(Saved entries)
==============================

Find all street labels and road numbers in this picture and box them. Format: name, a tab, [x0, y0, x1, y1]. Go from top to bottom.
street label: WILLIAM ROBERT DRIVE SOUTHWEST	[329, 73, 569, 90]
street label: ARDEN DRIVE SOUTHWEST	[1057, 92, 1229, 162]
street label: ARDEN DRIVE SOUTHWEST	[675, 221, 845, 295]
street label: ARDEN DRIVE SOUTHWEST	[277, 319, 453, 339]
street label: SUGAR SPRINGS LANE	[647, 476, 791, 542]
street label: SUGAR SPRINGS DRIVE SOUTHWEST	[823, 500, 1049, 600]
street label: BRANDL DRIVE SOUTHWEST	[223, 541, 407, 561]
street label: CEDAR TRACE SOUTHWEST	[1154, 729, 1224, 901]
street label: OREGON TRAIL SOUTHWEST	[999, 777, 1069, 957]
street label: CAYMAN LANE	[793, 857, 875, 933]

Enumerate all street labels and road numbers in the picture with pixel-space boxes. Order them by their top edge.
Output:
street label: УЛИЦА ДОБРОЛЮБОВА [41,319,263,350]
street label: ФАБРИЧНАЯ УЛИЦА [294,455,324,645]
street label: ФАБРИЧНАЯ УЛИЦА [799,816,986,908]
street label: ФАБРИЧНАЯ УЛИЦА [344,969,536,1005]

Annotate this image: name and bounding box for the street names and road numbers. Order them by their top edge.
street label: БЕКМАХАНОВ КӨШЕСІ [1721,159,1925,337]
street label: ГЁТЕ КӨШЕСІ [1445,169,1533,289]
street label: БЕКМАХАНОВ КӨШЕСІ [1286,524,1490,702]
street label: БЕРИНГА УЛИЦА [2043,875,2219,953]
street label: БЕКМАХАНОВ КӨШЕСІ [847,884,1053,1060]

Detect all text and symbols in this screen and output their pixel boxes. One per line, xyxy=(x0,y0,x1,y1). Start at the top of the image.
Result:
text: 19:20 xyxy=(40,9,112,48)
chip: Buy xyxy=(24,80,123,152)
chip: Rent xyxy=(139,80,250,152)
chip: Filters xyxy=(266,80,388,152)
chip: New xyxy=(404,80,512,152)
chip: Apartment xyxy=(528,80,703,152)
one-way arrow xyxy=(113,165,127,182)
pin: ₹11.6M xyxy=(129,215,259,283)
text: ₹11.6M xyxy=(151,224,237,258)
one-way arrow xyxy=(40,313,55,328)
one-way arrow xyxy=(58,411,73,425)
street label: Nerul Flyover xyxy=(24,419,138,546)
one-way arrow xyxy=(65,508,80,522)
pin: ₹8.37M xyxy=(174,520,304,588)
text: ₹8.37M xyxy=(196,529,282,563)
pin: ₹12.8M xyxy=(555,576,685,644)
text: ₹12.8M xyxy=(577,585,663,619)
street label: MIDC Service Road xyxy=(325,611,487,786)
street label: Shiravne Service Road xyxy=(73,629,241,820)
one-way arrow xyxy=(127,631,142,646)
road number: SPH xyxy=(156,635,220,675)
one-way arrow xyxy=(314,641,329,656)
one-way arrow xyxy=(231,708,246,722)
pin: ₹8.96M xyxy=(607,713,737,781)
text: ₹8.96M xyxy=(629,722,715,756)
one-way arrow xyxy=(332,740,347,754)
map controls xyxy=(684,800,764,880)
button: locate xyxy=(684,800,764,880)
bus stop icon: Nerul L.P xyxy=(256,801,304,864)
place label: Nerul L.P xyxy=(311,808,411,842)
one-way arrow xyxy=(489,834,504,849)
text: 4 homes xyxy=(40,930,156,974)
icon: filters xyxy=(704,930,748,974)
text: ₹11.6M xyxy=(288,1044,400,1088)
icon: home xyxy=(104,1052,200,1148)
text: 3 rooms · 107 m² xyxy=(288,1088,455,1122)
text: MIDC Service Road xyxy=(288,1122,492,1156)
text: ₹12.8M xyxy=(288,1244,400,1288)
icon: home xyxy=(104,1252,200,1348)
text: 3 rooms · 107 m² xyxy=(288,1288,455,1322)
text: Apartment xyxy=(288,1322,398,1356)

==============================

**What to do**: Search the entries for the word "pixel", then list each line that holds it.

**Expected answer**:
Enumerate all street labels and road numbers in the picture with pixel-space boxes. Order them by their top edge.
Detect all text and symbols in this screen and output their pixel boxes. One per line, xyxy=(x0,y0,x1,y1). Start at the top of the image.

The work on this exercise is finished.